Saved data entries

------------------------------

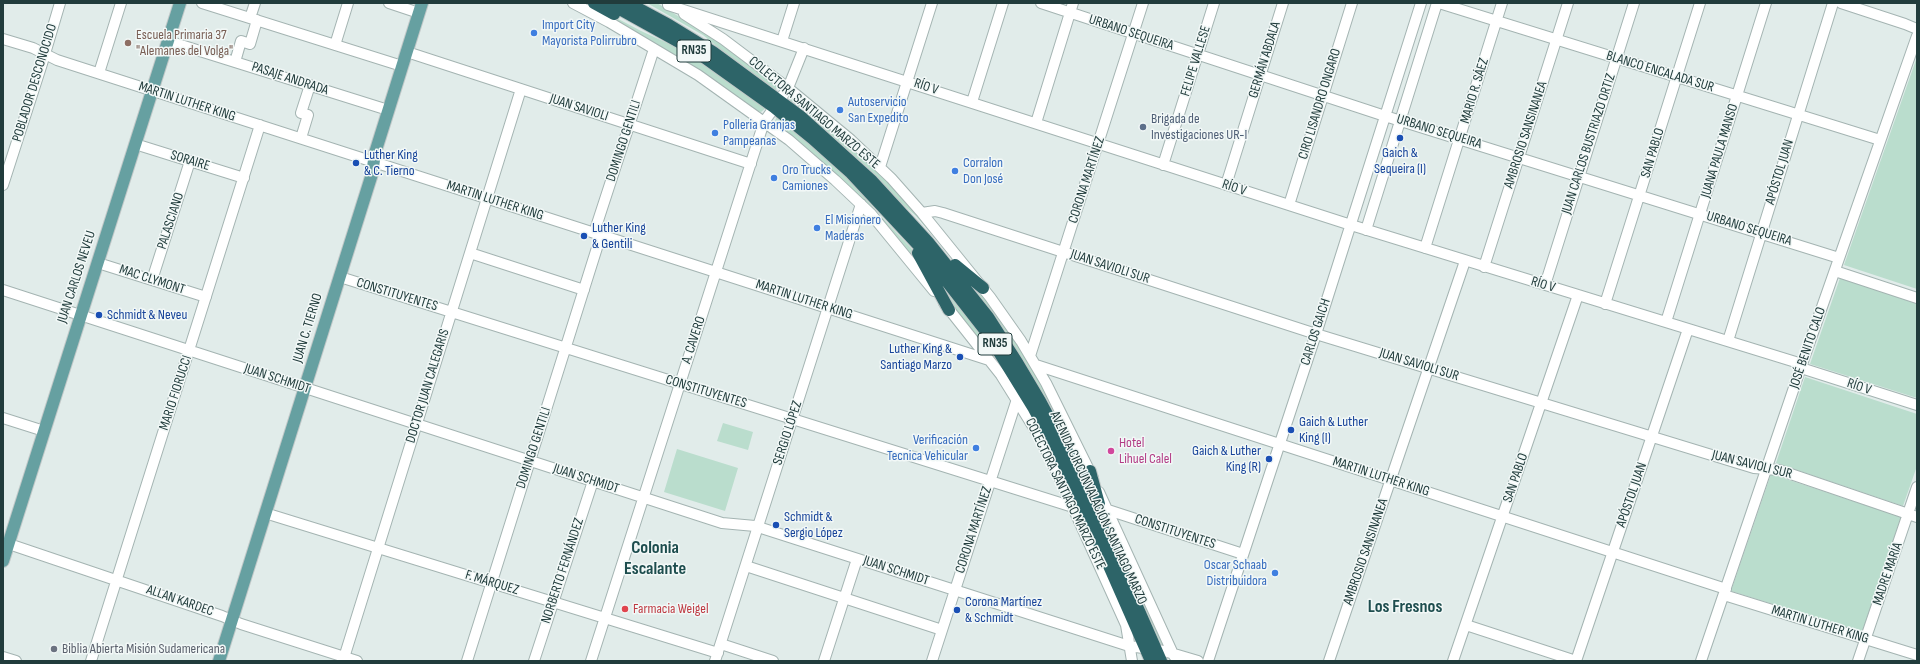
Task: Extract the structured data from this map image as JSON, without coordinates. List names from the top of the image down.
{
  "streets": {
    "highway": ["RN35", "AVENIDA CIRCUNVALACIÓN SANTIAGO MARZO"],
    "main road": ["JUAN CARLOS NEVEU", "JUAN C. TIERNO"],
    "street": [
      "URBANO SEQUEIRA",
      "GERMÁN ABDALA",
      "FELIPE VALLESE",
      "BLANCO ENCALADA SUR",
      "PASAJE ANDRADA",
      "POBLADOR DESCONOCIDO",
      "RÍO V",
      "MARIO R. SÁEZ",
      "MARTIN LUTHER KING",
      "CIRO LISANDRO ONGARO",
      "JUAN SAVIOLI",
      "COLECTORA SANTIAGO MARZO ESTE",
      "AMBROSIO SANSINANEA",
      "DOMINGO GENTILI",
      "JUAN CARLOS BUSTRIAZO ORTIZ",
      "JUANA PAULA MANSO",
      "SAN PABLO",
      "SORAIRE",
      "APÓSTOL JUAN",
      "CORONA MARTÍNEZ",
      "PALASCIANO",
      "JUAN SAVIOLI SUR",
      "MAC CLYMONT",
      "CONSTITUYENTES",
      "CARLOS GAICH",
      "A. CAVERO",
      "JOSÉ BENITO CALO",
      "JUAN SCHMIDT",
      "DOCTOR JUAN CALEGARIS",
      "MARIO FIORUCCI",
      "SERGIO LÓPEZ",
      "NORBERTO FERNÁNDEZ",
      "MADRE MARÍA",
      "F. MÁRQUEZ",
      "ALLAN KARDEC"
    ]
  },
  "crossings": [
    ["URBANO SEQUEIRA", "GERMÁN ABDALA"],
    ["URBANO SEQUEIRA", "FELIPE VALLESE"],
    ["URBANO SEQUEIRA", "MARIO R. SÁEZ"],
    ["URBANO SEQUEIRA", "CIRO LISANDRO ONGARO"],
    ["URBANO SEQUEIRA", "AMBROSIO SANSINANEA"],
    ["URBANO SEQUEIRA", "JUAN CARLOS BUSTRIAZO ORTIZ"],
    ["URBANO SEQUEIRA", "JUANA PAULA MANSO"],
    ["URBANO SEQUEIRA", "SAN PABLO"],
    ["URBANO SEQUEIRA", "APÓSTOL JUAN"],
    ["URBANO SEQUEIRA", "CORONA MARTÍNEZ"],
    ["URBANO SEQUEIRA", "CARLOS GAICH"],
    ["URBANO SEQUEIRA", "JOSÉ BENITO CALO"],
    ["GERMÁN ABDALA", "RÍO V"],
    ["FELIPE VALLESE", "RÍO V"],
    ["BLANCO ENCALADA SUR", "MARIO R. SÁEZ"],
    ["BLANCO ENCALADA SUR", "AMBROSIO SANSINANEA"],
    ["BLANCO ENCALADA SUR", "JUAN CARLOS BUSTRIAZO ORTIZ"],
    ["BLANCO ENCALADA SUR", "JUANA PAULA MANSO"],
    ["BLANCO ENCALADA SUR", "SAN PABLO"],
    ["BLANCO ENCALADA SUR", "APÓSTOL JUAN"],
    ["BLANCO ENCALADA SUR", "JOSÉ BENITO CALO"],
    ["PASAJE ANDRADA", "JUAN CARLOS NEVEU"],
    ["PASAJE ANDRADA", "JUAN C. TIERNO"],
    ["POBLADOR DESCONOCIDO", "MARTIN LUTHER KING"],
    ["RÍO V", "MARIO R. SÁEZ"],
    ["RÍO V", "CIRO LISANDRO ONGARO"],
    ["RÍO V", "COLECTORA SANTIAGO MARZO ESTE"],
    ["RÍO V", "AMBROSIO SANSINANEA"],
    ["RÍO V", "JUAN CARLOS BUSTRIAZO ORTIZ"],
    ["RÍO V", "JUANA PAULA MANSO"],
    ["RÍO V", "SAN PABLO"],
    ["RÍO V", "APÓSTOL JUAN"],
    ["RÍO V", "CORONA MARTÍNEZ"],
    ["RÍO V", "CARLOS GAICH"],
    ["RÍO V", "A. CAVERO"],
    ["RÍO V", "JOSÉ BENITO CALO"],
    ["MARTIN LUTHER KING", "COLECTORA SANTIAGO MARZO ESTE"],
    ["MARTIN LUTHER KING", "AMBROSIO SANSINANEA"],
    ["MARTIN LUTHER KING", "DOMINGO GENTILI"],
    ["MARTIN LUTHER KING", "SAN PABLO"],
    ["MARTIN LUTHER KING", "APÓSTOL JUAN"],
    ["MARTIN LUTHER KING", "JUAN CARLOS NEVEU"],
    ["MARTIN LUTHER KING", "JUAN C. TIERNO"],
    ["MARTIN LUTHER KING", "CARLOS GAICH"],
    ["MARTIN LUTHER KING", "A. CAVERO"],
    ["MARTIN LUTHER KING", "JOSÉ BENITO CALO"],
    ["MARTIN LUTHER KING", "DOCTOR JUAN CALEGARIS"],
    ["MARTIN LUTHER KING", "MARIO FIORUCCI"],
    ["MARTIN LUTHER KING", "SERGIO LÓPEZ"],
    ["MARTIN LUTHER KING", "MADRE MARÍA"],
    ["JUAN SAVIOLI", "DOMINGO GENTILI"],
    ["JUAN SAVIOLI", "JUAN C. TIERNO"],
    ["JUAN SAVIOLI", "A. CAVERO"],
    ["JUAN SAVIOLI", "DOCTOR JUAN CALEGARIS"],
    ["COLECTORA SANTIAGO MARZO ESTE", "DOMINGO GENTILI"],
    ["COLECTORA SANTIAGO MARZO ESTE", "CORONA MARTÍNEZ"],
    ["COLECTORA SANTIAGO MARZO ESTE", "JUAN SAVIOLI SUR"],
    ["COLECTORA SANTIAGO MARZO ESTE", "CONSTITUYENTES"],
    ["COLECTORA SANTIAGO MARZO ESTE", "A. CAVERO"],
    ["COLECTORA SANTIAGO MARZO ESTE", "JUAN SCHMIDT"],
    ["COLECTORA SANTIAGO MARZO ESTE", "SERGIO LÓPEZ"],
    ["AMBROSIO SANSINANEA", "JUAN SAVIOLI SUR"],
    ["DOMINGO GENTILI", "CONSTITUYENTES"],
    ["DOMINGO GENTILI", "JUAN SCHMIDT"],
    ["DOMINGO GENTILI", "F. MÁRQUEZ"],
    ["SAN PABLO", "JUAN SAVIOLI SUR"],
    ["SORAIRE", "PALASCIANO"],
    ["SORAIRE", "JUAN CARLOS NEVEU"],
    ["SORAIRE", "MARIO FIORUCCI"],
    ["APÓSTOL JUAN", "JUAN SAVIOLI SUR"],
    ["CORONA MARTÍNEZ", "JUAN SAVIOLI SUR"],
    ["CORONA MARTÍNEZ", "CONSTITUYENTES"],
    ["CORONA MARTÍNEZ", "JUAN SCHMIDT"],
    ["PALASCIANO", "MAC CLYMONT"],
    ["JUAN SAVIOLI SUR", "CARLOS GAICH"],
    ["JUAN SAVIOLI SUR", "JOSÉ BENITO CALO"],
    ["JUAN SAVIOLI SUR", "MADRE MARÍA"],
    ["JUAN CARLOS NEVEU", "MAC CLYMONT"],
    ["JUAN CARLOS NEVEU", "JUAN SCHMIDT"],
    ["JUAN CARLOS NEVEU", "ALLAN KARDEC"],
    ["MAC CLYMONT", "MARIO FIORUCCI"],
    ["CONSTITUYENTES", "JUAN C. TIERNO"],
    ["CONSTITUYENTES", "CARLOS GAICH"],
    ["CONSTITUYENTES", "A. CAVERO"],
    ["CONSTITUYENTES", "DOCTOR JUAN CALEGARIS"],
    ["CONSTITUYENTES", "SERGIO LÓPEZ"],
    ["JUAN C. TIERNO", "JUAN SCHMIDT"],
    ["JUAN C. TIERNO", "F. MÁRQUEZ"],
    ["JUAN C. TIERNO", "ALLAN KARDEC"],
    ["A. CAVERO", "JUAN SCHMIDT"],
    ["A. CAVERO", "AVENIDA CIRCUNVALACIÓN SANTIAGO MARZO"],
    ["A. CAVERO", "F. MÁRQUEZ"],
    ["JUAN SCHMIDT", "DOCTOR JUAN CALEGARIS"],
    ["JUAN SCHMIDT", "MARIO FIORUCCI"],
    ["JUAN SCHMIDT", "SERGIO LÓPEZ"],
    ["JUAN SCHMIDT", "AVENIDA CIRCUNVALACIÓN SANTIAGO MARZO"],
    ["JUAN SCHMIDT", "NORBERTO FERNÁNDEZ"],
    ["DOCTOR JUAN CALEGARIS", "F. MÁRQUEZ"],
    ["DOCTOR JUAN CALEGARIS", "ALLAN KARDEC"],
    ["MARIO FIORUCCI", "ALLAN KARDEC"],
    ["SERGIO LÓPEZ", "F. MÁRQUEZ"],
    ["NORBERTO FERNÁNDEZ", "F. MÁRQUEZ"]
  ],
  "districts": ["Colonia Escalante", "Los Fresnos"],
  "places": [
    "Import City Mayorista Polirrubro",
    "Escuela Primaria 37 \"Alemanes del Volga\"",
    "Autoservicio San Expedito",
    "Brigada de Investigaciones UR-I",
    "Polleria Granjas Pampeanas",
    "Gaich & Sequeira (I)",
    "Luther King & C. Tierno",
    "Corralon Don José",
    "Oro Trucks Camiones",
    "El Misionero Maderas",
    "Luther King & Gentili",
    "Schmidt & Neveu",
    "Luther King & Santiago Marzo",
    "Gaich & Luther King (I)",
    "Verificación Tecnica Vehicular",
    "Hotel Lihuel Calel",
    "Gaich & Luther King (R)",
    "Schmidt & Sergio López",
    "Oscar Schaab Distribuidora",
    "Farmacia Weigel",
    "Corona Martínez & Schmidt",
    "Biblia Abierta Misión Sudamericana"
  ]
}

------------------------------

* WHAT THE TASK REQUIRES:
Considering the records above, how many lines hold "CALEGARIS"? Please answer with only the number.

* WRITTEN REPLY:
7